Nationwide violence during Brotherhood supporters marches

Fady Ashraf
4 Min Read

Heavy clashes erupted nationwide on Friday following calls from the Anti-Coup Alliance, a coalition supporting former president Mohamed Morsi, to launch a series of week-long protests.

The violence has so far seen dozens of arrests nationwide and left 14 injured at the time of writing, according to the Ministry of Health, as well as one death.

The victim was a 10-year-old child killed by gun violence on Friday during clashes between Morsi-supporters and residents of Awal Al-Soor district in Suez, where a 40-year-man also sustained facial injuries.

Suez raged in clashes on Friday as fights erupted in Awal Al-Soor, Abu Al-Hasm, Al-Nil Street, Al-Tera’a and Al-Arba’ein areas. Aswat Masriya reported that army forces intervened with teargas to separate pro-Morsi protesters and residents.

Five injuries were reported in Damietta’s Ezbet Al-Borg area when residents fought with a pro-Morsi march. State-owned Al-Ahram reported four injuries in the pro-Morsi’s lines during the clashes, in which melee weapons and rocks were used.

In Cairo, police forces fired teargas inside the Al-Azhar University dorm in Nasr City to stop pro-Morsi protesters from demonstrating outside the dorm in response to a rock-throwing fight between area residents and students across the dorm’s walls.

One student had already been killed in clashes between Al-Azhar University students and security forces in the university dorm on Wednesday night.

Elsewhere in Nasr City, according to eyewitnesses, a pro-Morsi march attacked security forces located in El-Nozha commercial street. Another march from Al-Iman mosque joined the pro-Morsi protesters and the fight continued, police forces used teargas to disperse the crowd, while the protesters responded with rocks. Morsi supporters, then, threw molotov cocktails into the metro cars of El-Nozha station, setting them on fire with passengers still inside. No serious injuries were reported as a result of the fire.

Police forces confiscated a machine gun and arrested four people after they had destroyed four cars in the neighbourhood, including a police vehicle.

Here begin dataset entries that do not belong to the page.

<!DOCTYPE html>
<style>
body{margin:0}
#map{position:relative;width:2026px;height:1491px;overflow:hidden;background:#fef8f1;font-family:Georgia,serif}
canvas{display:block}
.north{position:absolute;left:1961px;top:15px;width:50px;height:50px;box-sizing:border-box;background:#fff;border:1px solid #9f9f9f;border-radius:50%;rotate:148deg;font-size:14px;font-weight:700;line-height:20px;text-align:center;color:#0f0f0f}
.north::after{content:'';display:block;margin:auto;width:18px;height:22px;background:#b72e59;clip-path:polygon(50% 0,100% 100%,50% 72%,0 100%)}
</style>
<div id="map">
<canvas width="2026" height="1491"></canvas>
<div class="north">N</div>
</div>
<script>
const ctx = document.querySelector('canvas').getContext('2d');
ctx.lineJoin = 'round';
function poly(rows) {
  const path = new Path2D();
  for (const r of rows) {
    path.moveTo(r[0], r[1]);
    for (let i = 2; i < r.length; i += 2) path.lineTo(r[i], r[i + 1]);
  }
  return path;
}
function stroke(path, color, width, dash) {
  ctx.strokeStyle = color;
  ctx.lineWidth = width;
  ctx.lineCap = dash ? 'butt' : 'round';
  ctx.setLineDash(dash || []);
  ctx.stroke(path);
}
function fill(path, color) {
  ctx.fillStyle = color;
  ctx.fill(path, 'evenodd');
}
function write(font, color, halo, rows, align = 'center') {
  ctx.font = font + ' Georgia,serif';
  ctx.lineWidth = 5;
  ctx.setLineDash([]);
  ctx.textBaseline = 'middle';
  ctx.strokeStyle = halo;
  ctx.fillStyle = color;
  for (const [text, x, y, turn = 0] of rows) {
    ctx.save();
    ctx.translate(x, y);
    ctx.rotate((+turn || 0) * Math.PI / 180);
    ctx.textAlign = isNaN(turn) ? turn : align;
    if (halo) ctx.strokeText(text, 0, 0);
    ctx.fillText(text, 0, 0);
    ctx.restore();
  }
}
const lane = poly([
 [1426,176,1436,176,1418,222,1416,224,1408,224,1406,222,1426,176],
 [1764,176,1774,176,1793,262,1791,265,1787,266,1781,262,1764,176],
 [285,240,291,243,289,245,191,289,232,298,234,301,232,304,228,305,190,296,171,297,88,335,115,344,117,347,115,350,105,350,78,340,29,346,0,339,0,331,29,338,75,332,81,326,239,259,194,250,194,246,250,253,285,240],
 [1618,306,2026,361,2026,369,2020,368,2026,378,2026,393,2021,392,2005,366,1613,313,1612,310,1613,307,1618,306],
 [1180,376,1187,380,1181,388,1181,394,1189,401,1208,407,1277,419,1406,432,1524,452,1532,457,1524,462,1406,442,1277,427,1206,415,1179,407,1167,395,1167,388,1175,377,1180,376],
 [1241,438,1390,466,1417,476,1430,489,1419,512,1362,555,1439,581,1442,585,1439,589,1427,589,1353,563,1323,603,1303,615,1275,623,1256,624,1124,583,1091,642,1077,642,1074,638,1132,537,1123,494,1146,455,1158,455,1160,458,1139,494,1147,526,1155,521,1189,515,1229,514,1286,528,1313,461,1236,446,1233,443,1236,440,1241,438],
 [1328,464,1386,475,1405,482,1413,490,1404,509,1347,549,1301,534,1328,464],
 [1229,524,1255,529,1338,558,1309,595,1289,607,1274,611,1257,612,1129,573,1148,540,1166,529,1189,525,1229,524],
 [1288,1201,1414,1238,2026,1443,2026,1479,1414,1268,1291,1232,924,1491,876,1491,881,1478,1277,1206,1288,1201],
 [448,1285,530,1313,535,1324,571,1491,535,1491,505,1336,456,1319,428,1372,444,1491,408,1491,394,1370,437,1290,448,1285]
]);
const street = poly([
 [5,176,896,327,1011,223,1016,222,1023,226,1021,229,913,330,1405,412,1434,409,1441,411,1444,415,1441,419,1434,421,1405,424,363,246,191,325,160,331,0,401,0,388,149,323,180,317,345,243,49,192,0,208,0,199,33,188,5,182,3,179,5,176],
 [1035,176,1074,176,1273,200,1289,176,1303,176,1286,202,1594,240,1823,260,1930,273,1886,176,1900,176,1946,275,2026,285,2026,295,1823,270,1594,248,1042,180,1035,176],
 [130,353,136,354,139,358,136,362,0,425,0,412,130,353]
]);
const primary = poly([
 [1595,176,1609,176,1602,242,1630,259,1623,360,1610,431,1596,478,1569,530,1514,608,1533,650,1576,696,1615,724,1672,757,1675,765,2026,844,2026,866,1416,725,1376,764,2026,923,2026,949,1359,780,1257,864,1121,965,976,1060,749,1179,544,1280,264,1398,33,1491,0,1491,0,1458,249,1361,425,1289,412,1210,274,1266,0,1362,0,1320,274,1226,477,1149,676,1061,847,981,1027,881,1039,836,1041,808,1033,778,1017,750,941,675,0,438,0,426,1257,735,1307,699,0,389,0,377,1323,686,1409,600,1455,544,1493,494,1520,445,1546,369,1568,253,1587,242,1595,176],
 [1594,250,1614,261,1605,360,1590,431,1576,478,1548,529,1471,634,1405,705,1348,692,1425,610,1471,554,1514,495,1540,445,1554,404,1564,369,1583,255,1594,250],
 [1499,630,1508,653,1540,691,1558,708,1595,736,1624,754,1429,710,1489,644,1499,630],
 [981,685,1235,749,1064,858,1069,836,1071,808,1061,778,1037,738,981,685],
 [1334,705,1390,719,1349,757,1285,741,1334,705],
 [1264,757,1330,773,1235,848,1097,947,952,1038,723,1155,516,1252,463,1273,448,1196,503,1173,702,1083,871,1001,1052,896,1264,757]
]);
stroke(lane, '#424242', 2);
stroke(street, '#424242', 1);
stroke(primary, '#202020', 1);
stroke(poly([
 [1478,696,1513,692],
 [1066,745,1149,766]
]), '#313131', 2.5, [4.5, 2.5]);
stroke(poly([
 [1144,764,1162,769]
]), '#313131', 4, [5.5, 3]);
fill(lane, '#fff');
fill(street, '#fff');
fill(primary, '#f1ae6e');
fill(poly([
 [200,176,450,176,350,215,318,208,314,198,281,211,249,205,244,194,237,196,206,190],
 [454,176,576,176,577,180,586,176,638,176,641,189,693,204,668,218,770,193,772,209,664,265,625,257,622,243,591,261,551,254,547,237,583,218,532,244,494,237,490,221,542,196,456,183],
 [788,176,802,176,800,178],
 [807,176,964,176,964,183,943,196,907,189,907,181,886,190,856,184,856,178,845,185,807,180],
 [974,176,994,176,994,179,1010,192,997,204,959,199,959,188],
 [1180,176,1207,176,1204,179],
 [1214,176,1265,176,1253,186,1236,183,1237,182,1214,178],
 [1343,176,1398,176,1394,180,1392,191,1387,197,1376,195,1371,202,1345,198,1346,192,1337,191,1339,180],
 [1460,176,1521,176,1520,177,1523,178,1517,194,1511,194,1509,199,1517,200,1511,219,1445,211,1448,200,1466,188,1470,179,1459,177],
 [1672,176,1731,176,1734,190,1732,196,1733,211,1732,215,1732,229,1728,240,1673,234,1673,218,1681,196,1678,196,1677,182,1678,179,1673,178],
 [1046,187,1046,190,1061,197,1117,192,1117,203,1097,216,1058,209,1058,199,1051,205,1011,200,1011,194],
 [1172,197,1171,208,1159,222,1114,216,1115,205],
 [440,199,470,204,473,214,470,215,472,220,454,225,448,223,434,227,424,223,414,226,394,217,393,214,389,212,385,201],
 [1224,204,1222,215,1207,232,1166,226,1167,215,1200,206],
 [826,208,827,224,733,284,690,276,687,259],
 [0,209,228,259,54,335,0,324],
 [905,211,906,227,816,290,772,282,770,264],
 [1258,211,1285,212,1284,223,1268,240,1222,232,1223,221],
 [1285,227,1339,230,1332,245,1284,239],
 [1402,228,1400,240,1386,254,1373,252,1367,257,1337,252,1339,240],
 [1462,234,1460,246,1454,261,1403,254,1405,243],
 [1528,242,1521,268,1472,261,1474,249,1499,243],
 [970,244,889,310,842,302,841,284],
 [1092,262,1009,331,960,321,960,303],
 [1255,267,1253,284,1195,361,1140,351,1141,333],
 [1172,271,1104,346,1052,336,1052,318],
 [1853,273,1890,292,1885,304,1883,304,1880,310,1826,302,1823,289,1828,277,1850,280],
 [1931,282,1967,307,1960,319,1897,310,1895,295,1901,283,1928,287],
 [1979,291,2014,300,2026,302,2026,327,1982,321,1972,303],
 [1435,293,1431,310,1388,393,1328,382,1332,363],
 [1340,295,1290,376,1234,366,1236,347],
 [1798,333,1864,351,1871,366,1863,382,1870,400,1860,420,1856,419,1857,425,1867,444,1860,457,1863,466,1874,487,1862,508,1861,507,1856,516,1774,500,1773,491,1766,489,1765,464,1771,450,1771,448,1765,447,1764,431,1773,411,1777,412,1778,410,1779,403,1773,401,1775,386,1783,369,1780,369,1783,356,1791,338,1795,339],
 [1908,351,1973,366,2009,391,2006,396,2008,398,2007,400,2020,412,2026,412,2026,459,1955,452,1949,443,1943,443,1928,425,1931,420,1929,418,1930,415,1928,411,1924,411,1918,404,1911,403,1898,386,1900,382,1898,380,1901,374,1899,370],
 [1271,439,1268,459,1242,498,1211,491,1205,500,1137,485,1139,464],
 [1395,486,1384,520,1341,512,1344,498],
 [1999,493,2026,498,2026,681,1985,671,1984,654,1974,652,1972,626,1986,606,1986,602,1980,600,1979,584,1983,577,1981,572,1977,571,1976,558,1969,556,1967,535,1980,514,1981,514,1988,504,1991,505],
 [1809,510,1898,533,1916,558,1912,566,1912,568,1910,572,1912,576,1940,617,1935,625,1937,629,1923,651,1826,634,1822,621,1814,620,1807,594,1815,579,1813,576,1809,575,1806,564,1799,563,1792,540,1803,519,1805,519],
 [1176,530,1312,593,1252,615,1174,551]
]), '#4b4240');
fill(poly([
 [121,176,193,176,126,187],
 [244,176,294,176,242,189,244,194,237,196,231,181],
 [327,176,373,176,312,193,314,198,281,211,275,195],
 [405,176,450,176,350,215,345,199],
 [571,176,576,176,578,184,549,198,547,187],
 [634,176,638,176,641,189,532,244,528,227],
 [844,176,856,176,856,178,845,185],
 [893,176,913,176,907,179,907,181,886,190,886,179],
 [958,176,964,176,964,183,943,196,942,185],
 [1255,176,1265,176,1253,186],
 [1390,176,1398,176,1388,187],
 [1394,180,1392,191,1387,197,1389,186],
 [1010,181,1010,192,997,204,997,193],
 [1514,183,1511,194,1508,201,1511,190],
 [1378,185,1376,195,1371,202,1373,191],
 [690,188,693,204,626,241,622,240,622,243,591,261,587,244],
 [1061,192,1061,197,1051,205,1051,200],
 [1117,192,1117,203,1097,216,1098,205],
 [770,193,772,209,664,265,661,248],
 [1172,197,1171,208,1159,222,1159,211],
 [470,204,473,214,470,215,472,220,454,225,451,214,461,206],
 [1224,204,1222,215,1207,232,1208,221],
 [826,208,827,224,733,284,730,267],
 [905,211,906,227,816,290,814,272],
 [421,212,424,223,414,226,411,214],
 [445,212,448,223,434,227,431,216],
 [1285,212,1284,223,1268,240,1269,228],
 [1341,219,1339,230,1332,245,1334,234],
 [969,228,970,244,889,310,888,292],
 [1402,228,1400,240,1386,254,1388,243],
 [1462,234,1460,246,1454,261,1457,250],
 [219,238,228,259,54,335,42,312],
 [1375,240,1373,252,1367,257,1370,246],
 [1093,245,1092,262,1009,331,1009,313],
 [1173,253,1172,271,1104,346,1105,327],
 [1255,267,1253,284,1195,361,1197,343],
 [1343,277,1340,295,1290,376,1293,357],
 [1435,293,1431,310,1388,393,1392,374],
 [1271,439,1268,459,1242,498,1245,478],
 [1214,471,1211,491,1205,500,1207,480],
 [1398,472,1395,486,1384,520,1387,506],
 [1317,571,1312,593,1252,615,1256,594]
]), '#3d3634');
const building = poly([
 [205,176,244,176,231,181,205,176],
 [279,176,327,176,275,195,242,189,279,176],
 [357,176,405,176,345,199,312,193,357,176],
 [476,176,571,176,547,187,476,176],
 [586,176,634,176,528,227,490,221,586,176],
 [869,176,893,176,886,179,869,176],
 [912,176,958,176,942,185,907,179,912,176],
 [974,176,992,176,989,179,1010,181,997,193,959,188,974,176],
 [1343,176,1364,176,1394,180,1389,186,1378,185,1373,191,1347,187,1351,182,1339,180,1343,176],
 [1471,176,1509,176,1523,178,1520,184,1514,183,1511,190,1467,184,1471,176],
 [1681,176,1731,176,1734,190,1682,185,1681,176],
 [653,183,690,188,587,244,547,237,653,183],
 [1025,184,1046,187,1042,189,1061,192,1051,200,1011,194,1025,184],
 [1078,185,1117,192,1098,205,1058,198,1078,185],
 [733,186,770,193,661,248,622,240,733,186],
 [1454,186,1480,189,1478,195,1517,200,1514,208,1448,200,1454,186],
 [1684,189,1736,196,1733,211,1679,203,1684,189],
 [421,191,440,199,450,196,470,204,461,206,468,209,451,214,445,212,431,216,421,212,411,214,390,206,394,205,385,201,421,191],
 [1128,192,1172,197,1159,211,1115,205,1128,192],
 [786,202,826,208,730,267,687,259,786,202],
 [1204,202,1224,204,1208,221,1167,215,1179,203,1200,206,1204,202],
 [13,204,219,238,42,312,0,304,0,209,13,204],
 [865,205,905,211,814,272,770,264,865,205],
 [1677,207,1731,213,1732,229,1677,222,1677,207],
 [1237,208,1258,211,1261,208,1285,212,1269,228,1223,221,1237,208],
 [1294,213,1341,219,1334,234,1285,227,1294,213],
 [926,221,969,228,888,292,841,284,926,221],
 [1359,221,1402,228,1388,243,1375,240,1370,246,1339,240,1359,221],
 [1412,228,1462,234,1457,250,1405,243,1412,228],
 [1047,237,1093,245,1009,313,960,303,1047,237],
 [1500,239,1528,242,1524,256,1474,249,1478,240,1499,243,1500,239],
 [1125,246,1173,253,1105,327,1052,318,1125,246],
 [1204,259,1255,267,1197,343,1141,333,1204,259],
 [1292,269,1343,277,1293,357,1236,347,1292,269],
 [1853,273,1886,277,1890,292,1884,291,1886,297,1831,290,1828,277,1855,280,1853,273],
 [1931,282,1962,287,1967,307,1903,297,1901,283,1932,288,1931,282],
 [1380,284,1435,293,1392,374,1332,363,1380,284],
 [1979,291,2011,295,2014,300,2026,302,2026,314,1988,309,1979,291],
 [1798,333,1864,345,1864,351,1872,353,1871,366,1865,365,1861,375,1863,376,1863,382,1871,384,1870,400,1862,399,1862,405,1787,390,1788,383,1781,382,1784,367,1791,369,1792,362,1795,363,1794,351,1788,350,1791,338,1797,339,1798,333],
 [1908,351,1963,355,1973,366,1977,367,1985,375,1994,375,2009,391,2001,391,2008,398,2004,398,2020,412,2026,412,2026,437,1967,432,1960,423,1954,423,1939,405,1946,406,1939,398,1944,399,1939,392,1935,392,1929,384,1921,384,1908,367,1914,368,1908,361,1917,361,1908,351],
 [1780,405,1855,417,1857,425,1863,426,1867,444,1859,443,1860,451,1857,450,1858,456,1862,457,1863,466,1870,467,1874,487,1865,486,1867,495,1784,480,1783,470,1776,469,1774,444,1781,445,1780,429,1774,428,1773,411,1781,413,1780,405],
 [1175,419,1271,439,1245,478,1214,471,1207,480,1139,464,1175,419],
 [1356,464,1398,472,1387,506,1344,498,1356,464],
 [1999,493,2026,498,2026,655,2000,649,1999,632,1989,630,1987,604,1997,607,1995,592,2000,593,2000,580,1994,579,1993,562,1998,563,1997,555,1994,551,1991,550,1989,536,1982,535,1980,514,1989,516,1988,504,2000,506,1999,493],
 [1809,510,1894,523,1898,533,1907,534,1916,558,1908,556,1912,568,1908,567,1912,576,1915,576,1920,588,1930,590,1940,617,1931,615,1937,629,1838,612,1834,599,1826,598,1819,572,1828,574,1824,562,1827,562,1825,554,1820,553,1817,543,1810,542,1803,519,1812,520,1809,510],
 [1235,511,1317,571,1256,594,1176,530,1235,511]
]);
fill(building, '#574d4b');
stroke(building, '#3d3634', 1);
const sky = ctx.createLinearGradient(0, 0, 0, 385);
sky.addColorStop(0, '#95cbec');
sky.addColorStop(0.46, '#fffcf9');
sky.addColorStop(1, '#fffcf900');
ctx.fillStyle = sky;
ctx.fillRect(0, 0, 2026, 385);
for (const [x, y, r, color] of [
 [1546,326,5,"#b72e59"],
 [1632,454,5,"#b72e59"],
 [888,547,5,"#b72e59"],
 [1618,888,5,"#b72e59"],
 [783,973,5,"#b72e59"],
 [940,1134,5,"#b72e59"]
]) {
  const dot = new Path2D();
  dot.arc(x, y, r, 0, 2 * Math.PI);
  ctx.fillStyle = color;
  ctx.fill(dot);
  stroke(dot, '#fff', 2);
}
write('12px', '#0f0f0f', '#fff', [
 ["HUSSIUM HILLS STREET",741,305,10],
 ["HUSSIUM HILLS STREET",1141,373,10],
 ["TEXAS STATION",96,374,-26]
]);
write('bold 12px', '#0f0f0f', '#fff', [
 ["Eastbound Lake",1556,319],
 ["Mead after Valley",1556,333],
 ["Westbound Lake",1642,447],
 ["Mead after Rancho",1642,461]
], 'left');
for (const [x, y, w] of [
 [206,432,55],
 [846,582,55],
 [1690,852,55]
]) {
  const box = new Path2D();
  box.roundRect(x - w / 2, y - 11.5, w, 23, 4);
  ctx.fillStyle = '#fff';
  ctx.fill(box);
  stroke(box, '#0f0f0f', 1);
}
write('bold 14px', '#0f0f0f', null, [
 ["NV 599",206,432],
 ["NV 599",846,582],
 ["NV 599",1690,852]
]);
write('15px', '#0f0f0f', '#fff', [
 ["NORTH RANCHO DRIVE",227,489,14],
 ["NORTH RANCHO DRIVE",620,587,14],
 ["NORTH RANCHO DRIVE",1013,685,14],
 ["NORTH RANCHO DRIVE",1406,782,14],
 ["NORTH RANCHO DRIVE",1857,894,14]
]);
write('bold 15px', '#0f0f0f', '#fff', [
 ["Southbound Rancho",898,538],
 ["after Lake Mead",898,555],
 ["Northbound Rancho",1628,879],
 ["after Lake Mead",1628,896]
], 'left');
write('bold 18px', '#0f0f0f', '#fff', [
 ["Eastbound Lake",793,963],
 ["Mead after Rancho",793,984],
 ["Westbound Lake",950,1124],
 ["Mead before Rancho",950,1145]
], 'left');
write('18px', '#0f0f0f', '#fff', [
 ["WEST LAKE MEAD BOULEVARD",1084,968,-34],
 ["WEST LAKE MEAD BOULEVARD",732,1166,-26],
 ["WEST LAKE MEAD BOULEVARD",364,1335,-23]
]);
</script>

The destruction of the vehicles came after fierce fighting between residents and a pro-Morsi march behind the Workers’ University on Al-Nasr Road.

The Anti-Coup Alliance claimed that security forces shot teargas on a pro-Morsi march heading to Rabaa Al-Adaweya square, where Morsi supporters had held the sit-in that was dispersed on 14 August.

Army forces have blocked Al-Merghani Street in Heliopolis at the area over Al-Orouba tunnel to guard against any pro-Morsi marches approaching the street leading to the presidential palace. Clashes in the northeast of the city were ongoing at the time of writing.

Minor clashes were also reported in the eastern Cairo districts of Al-Zaytoun and Al-Matariya, and Maadi district in Southern Cairo.

On the banks of the Suez Canal, police forces dispersed a pro-Morsi march in Ismailia’s Al-Sheikh Zayed district in downtown after they chanted against the army, according to Al-Ahram.

The march was dispersed near to the spot where a police officer was gunned down on Thursday.

Security forces succeeded in controlling clashes in the Sidi Bishr district in Alexandria, which began when pro-Morsi demonstrators, according to media reports, destroyed cars displaying posters of Defence Minister Abdel Fatah Al-Sisi.

The Anti-Coup Alliance had called for week-long protests under the slogan “The Massacre of the Century” in reference to the violent dispersal of the Rabaa Al-Adaweya sit-in. The protests are meant to mark 100 days since the event.